Mowing cuts a swath across summer

To some, summertime means sun, relaxation and vacation. To me it means playing catch-up on the outdoor work I’ve put off the rest of the year and the seasonal tyranny of lawn mowing.

When I happened to be in Kalamazoo on April 15, I witnessed a commercial lawn mowing service already out along West Main Street, buzzing grass in front of a business. “Are they nuts?!” I asked my dog, Sousa, who was seated next to me in the car. She panted in agreement.

The April 15 lawn mowing violated not only my sensibilities, but also my own rule to never fire up a lawnmower before May 1. It’s bad enough to have to give in to May-September lawn mowing lunacy, but those who start keeping up grass appearances even earlier are seriously weed and otherwise whacked.

Maybe it’s different if you have the funds to hire it done or can write it off as a business expense. But quite possibly you need to think about sprouting a life outside of your lawn.

Actually, I enjoy lawn mowing. Always have. It’s relaxing. I do my best contemplating to the hum of the engine and whir of the blades, until my reverie is interrupted by hitting some unforeseen object, surreptitiously left there by nature, the kids, or the dog. Chores parallel the rest of life.

My first paying job involved shoving a push mower around my grandparents’ nearly one-acre of lawn. Their thick, over-seeded grass took nearly four hours each time. I’d stop midway through to give the mower and myself a rest.

Once I made the mistake of testing the exhaust to see if the mower had cooled enough to resume work. My fingers blistered instantly, forcing me to finish the pushing job with my right hand in a bag of ice. I was determined to earn the coveted 10 bucks toward purchasing a new three-speed bicycle!

You can imagine my joy when Uncle Bob helped Grandma acquire a riding lawnmower, reducing my mowing time by two-thirds. I’d don a pair of sunglasses, short-shorts, and  a bikini top to get in some paid tanning.

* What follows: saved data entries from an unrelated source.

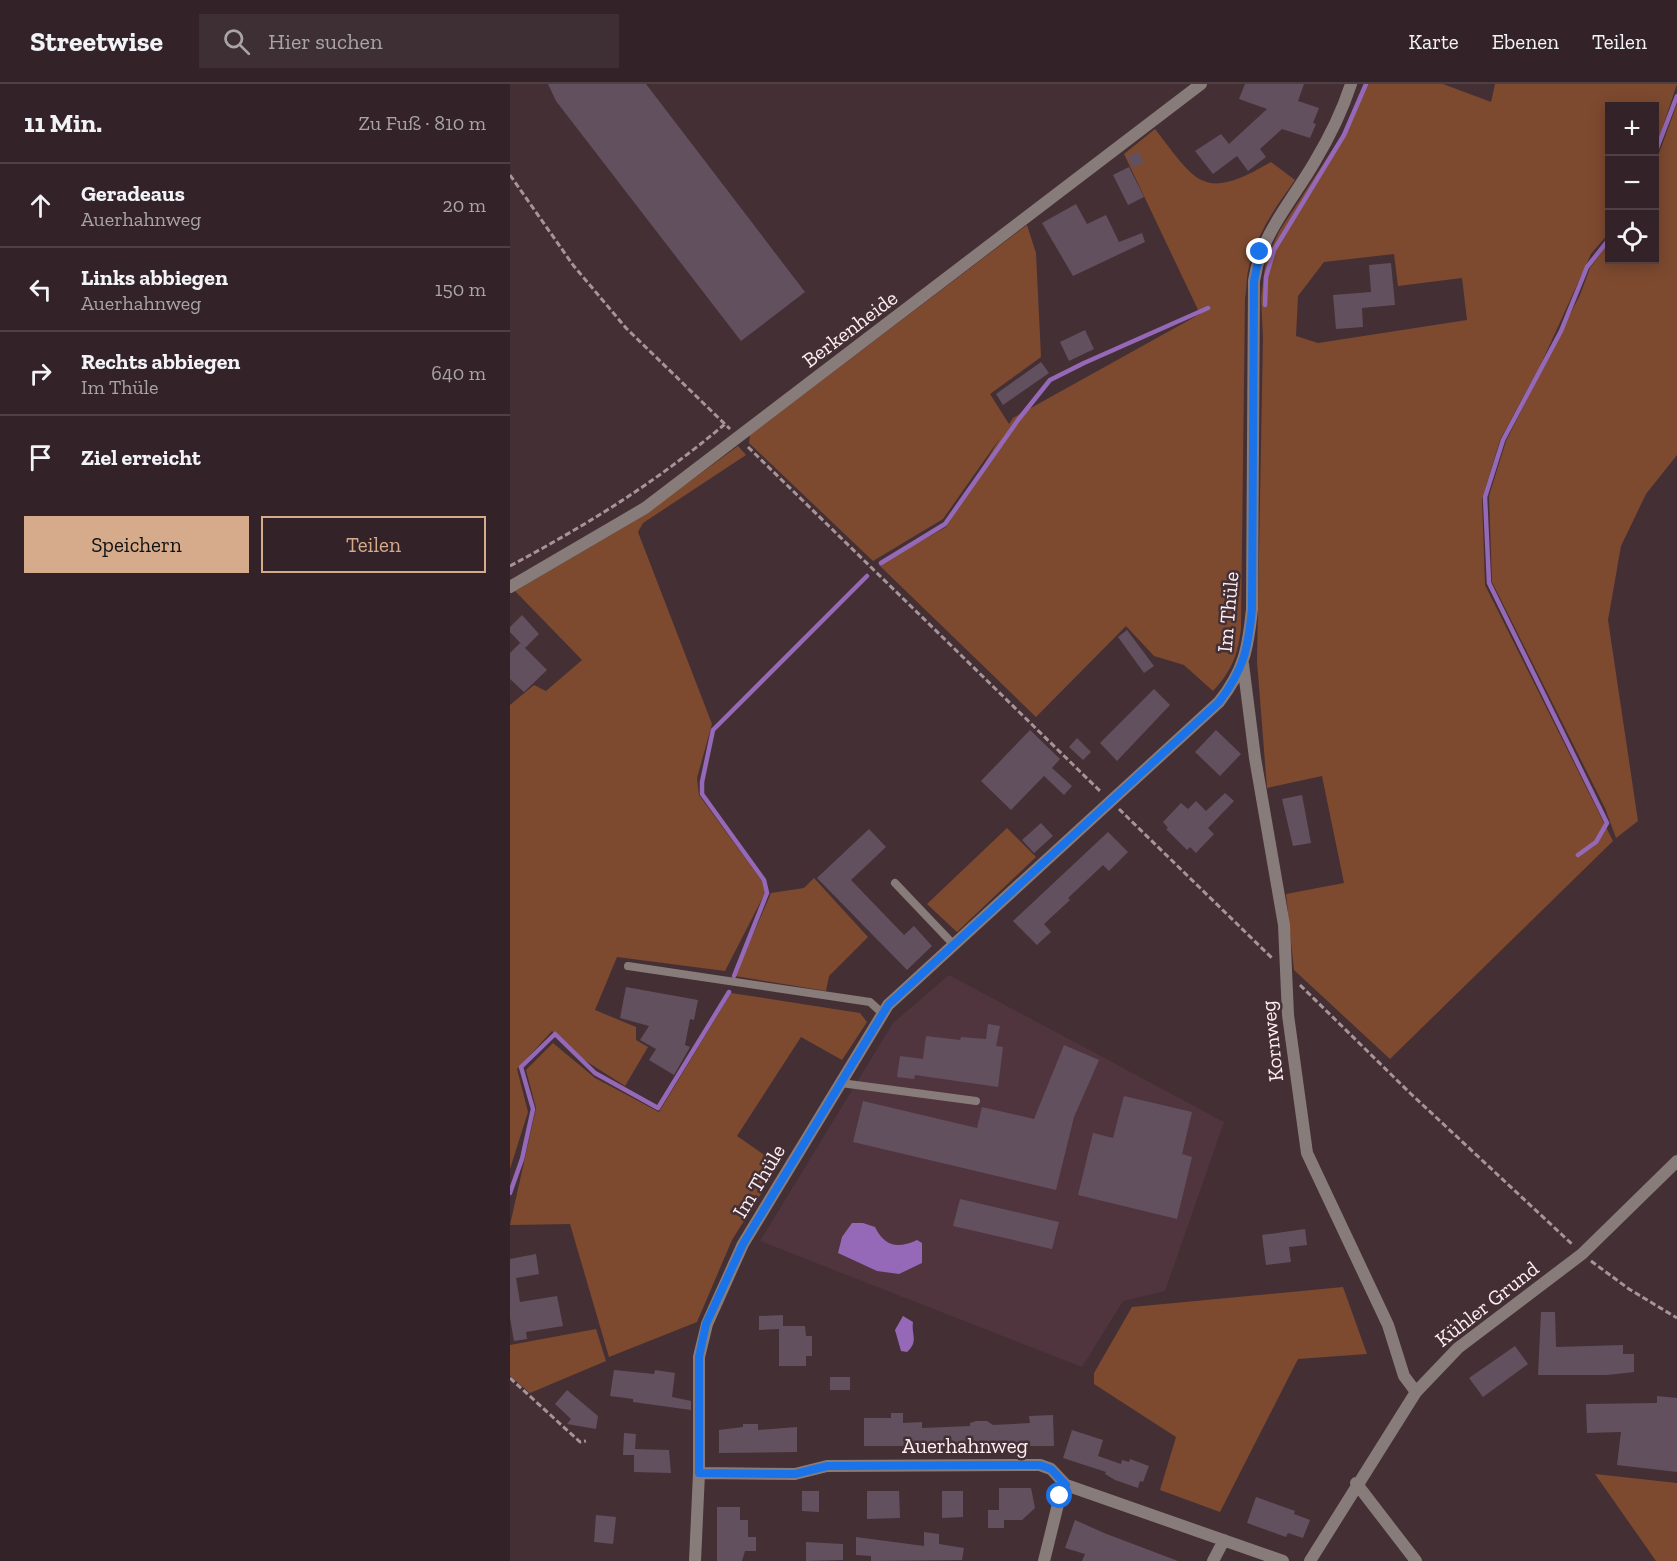 <!DOCTYPE html>
<html lang="de">
<meta charset="utf-8">
<style>
:root{--surface:#332328;--page:#3e2f34;--text:#f1f3f6;--muted:#a9a4a8;--line:#4e4045;--accent:#d6ab8b}
body{margin:0;font-family:"Zilla Slab",serif;background:var(--page);color:var(--text)}
.controls{position:absolute;right:18px;top:18px;display:grid;overflow:hidden;border-radius:0px;box-shadow:0 3px 15px #0003}
.controls button{width:54px;height:54px;display:grid;place-items:center;padding:0;border:0;border-bottom:2px solid var(--line);background:var(--surface);color:var(--text);font:30px sans-serif}
.stop{position:absolute;width:18px;height:18px;margin:-14px;border:4px solid #1a73e8;border-radius:50%;background:#fff}
.stop.end{background:#1a73e8;border-color:#fff;box-shadow:0 2px 6px #0008}
.list{margin:0;padding:0;list-style:none}
h2{display:flex;justify-content:space-between;align-items:center;height:78px;margin:0;padding:0 24px;font-size:26px}
h2 small{font-size:20px;font-weight:400;color:var(--muted)}
.list li{display:grid;grid-template-columns:39px 1fr auto;gap:18px;align-items:center;box-sizing:border-box;height:84px;padding:0 24px;border-top:2px solid var(--line)}
.list b{display:block;font-size:22px;white-space:nowrap}
.list p{margin:0;font-size:20px;white-space:nowrap;color:var(--muted)}
.list em{font-size:20px;font-style:normal;color:var(--muted)}
.actions{display:flex;gap:12px;padding:18px 24px}
.actions a{flex:1;padding:14px 0;border:2px solid var(--accent);border-radius:0px;text-align:center;font-size:21px;color:var(--accent)}
.actions .main{background:var(--accent);color:#111}
.icon{flex:none;width:33px;height:33px;fill:none;stroke:currentColor;stroke-width:2;stroke-linecap:round;stroke-linejoin:round}
.map{position:relative;flex:none;width:1167px;height:1477px;overflow:hidden}
header{display:flex;align-items:center;gap:36px;box-sizing:border-box;height:84px;padding:0 30px;background:var(--surface);border-bottom:2px solid var(--line)}
header strong{font-size:28px}
nav{display:flex;gap:33px;margin-inline-start:auto;font-size:21px}
.search{width:420px;height:54px;background:var(--page);display:flex;align-items:center;gap:15px;box-sizing:border-box;padding:0 21px;border-radius:0px;color:var(--muted);font-size:22px}
main{display:flex}
aside{flex:1;background:var(--surface)}
.map>svg:first-child{display:block}
</style>
<header>
<strong>Streetwise</strong>
<div class="search"><svg class="icon" aria-label="search" viewBox="0 0 24 24"><circle cx="10" cy="10" r="6"/><path d="M15 15l6 6"/></svg>Hier suchen</div>
<nav><a>Karte</a><a>Ebenen</a><a>Teilen</a></nav>
</header>
<main>
<aside>
<h2>11 Min.<small>Zu Fuß · 810 m</small></h2>
<ul class="list">
<li><svg class="icon" aria-label="ahead" viewBox="0 0 24 24"><path d="M12 20V5M6 11l6-6 6 6"/></svg><div><b>Geradeaus</b><p>Auerhahnweg</p></div><em>20 m</em></li>
<li><svg class="icon" aria-label="left" viewBox="0 0 24 24"><path d="M17 20v-9H6M10 6l-5 5 5 5"/></svg><div><b>Links abbiegen</b><p>Auerhahnweg</p></div><em>150 m</em></li>
<li><svg class="icon" aria-label="right" viewBox="0 0 24 24"><path d="M7 20v-9h11M14 6l5 5-5 5"/></svg><div><b>Rechts abbiegen</b><p>Im Thüle</p></div><em>640 m</em></li>
<li><svg class="icon" aria-label="arrive" viewBox="0 0 24 24"><path d="M6 21V4h12l-3 4 3 4H6"/></svg><div><b>Ziel erreicht</b></div></li>
</ul>
<div class="actions"><a class="main">Speichern</a><a>Teilen</a></div>
</aside>
<div class="map">
<svg width="1167" height="1477" viewBox="0 0 1167 1477">
<rect width="100%" height="100%" fill="#442f35"/>
<!-- built -->
<path fill="#51353e" d="M439,891L714,1038L655,1207L613,1217L572,1283L250,1157L383,939Z"/>
<!-- green -->
<path fill="#7d4a2f" fill-rule="evenodd" d="M855,0H933L981,18L985,0H1167L1145,66L1144,22H1100L1099,149L1081,170L1031,280L990,356L972,415L975,501L1103,757L880,975L784,886L776,810L834,799L812,692L757,704L747,577L753,253L751,214L756,175L770,146L840,39ZM884,170L888,202L952,194L957,236L808,259L786,252L788,212L814,178Z
M1167,20V371L1136,410L1111,462L1098,536L1128,737L1106,754L1095,724L982,498L979,412L996,357L1070,211L1080,184L1099,158L1100,176H1144L1145,80Z
M645,45C687,99 693,118 761,78L785,96C765,124 745,152 738,187C736,196 737,206 735,214L731,544C728,570 722,587 703,607L674,581L644,572L616,542L526,633L369,481L436,443L490,354L433,435L363,477L239,359L240,351L517,141L526,169L531,273L480,310L499,340L503,334L690,230L614,70Z
M228,362L236,371L133,439L128,448L202,640L187,694L189,711L252,797L255,809L215,887L107,873L85,926L126,943V956L138,963L115,1002L68,972L42,947L7,985L18,1028L0,1085V621L24,601L36,607L72,576L5,507L128,435Z
M497,744L526,773L447,848L417,820Z
M304,794L358,853L319,892L316,907L225,892L261,809L294,804Z
M221,909L350,929L357,938L332,976L291,953L227,1052L269,1081L222,1156L187,1238L99,1273L60,1140L0,1141L26,1024L16,986L43,959L85,994L149,1028Z
M833,1203L857,1270L788,1275L710,1428L650,1406L666,1353L584,1300V1289L622,1223Z
M86,1245L96,1277L20,1309L0,1292V1261Z
M1085,1390L1167,1399V1477H1146Z"/>
<!-- water -->
<path fill="#9569b7" d="M342,1139H353L365,1143C375,1163 388,1165 407,1156L412,1159V1179L389,1190L367,1187L328,1169L332,1153Z
M393,1232L403,1238C401,1251 409,1257 397,1268L391,1267L385,1246Z"/>
<g fill="none" stroke-linecap="round" stroke-linejoin="round">
<!-- stream -->
<path stroke="#9569b7" stroke-width="4.5" d="M1144,72L1167,12
M755,221L756,193L764,166L834,51L856,0
M371,479L435,440L508,336L540,296L574,279L698,224
M1068,771L1086,758L1097,739L979,499L975,413L993,356L1051,247L1077,183L1100,154
M224,892L257,809L254,796L192,710V698L203,646L357,492
M0,1109L12,1075L23,1025L11,983L45,950L85,989L148,1024L219,908"/>
</g>
<!-- building -->
<path fill="#62505e" d="M38,0H136L295,208L231,257L46,17Z
M735,0H794L788,17L809,24L803,39L806,40L800,54L772,45L750,65L756,73L738,87L727,72L703,90L685,67L711,50L719,60L757,25L729,15Z
M628,67L634,78L623,84L617,73Z
M619,83L634,113L618,121L603,91Z
M566,120L577,140L596,131L609,158L632,149L635,158L563,192L532,139Z
M881,179L885,221L852,224L853,243L826,245L823,211L861,208L859,181Z
M575,246L584,265L559,277L550,258Z
M531,278L539,289L493,321L486,310Z
M12,531L29,550L15,564L0,548V543Z
M617,546L644,582L634,589L608,553Z
M10,559L37,586L14,608L0,595V569Z
M644,605L660,621L607,677L590,659Z
M520,646L550,675L542,684L562,702L554,711L534,692L501,726L471,697Z
M706,646L731,670L710,692L685,668Z
M567,654L581,668L573,676L559,663Z
M715,709L724,717L698,744L704,750L686,769L680,763L677,766L656,745L658,744L653,738L671,719L678,725L686,717L696,727Z
M792,711L801,759L783,762L772,715Z
M531,739L543,752L524,769L512,756Z
M359,745L376,763L341,796L394,851L404,842L422,862L397,886L307,794Z
M598,748L618,768L599,787L593,781L558,814L560,816L534,840L541,848L527,861L503,837Z
M116,903L188,916L184,936L180,935L175,961L180,963L164,991L139,976L146,965L130,956L139,942L110,934Z
M478,940L490,942L486,962L493,963L488,1003L405,991L404,995L387,993L390,972L413,975L416,952L450,956L451,953L476,955Z
M554,961L589,976L564,1033L546,1106L343,1058L353,1017L467,1044L472,1023L524,1035Z
M614,1012L682,1028L672,1070L682,1073L667,1135L568,1111L583,1049L603,1054Z
M450,1115L549,1138L542,1165L443,1142Z
M795,1145L797,1161L779,1163L781,1178L756,1181L752,1151Z
M26,1170L29,1190L1,1195L6,1194L10,1218L47,1212L53,1242L16,1248L17,1255L4,1257L0,1234V1175Z
M1031,1228H1045L1046,1263L1113,1261V1270H1124V1288L1097,1291H1028Z
M273,1231V1242H295L296,1252H302V1272H296V1282H269V1245L249,1246V1232Z
M1005,1262L1018,1280L973,1313L959,1294Z
M104,1286L144,1290L145,1286L165,1289L162,1313L181,1317V1326L123,1318V1315L100,1312Z
M320,1293H340V1306H320Z
M57,1306L88,1332L86,1345L57,1340L61,1335L45,1320Z
M1147,1312L1167,1314V1388L1107,1381L1111,1348L1077,1349L1076,1320L1147,1319Z
M381,1329H393V1339L412,1338V1344L460,1342V1339L466,1337H477L483,1341L520,1339L519,1332L543,1331L544,1362H354V1334H381Z
M233,1340H248V1346L287,1343V1368L209,1369V1346L233,1343Z
M562,1346L593,1356L588,1372L611,1380L612,1376L619,1378L620,1375L639,1382L633,1398L630,1397L628,1404L605,1396L595,1390L596,1388L553,1374Z
M114,1349L126,1350L125,1365L159,1366L161,1389L124,1388V1371H113Z
M489,1404H521L525,1424L512,1436H494V1444H478V1426H489Z
M292,1407H309V1428L292,1427Z
M357,1407H389L390,1434L357,1435Z
M432,1407H453V1433L432,1434Z
M746,1413L785,1427L784,1430L800,1436L793,1454L778,1449L776,1453L737,1439Z
M207,1423H230V1436H238V1453H246V1467H235L232,1477H207Z
M86,1431L106,1433L103,1460L84,1458Z
M565,1436L594,1449L668,1477H572L575,1470L555,1464Z
M414,1448L429,1450V1460L454,1464L452,1476L361,1477V1472L346,1471V1453L414,1462Z
M296,1458L333,1460V1476L296,1477Z"/>
<g fill="none" stroke-linecap="round" stroke-linejoin="round">
<!-- path -->
<path stroke="#a69499" stroke-width="3" stroke-dasharray="6 3" stroke-linecap="butt" d="M0,91L63,181L116,244L220,345
M238,363L591,708
M0,482C80,439 145,399 215,340
M609,725L763,875
M790,901L900,1009L1063,1161
M1081,1177L1119,1205L1167,1234
M0,1294L70,1358L76,1357"/>
<!-- lane -->
<path stroke="#887c7b" stroke-width="8" d="M385,799L444,861
M118,882L360,918L372,929
M331,999L466,1017"/>
<!-- street -->
<path stroke="#887c7b" stroke-width="12" d="M0,503L135,424L691,0
M733,580L745,674L774,841L778,931L797,1069L878,1241L894,1292L906,1308
M189,1389L285,1390L317,1382L530,1381L541,1385L556,1401L773,1477
M846,1399L906,1477
M185,1477L189,1389V1273L197,1240L233,1160L378,921L709,618C734,586 738,565 742,525L744,197C751,150 780,120 804,79C819,54 832,28 841,0
M534,1477L550,1412L556,1401
M703,1477L714,1456
M800,1477L906,1308L948,1264L1072,1170L1167,1077"/>
</g>
<g fill="none" stroke-linecap="round" stroke-linejoin="round">
<!-- route -->
<path stroke="#1a73e8" stroke-width="8" d="M550,1412L556,1401L541,1385L530,1381L317,1382L285,1390L189,1389V1273L196,1240L233,1160L378,921L709,618C734,585 738,565 742,525L744,197L750,168"/>
</g>
<g text-anchor="middle" stroke-width="5" stroke-linejoin="round" paint-order="stroke">
<!-- street labels -->
<g font-size="21" fill="#fceef2" stroke="#442f35">
<text transform="translate(340 245) rotate(-37)" y="7">Berkenheide</text>
<text transform="translate(718 528) rotate(-85)" y="7">Im Thüle</text>
<text transform="translate(762 957) rotate(-96)" y="7">Kornweg</text>
<text transform="translate(249 1097) rotate(-59)" y="7">Im Thüle</text>
<text transform="translate(977 1220) rotate(-38)" y="7">Kühler Grund</text>
<text x="455" y="1369">Auerhahnweg</text>
</g>
</g>
</svg>
<div class="controls">
<button>+</button>
<button>−</button>
<button><svg class="icon" aria-label="locate" viewBox="0 0 24 24"><circle cx="12" cy="12" r="6"/><path d="M12 2v4M12 18v4M2 12h4M18 12h4"/></svg></button>
</div>
<div class="stop" style="left:550px;top:1412px"></div>
<div class="stop end" style="left:750px;top:168px"></div>
</div>
</main>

At the first sign of my bouncing along their property line, my grandma’s neighbor would suddenly get the urge to mow his lawn. Never mind that he’d just mowed it the day before. He’d start circling counterclockwise at speeds that had us repeatedly meeting along the property line for a smile and jiggly wave.

His eventual wink telegraphed his motives, so I would purposely mow another section of yard until his wife came out and collared him with some indoor maintenance request. By the end of summer, the heavier than usual rainfall and my budding shape ensured his house was in tip-top shape. It was Grandma’s turn to wink, sizing up the situation through her living room window.

Lewis Katz was my childhood lawn-mowing hero. His manicured, ornamented Eight-Mile Road yard inspired awe. I’ve never viewed such perfection, with the exception an adulthood neighbor’s lawn.

When I lived in Kinderhook, I mowed my lawn every week or two, whenever I found the time. But Barney mowed his lawn daily! If he and his wife weren’t getting along, which was most of the time, he’d mow even more frequently as an excuse to get out of the house.

The solution seemed obvious: Since Barney was going to mow lawn anyway, and since his grass didn’t really need it, and since he deeply deplored my lawn mowing infrequency, Barney should mow my lawn.

I propositioned him with a proposal for making some extra cash. His answer surprised me. Not just no, but Hell no! Couldn’t I see he really had the retirement thing going on full-time?! He was already swamped with busyness. But never too busy, I noted, to find the time to complain to everyone about his neighbor’s half-hearted lawn care habits.

So I bucked up and continued to mow lawn my way. I cut the grass May through September without letting it to cut into my schedule. Twenty years later, the only thing that’s changed is I no longer wear short-shorts and a bikini top. I’ve outgrown them, along with mowing around public opinion.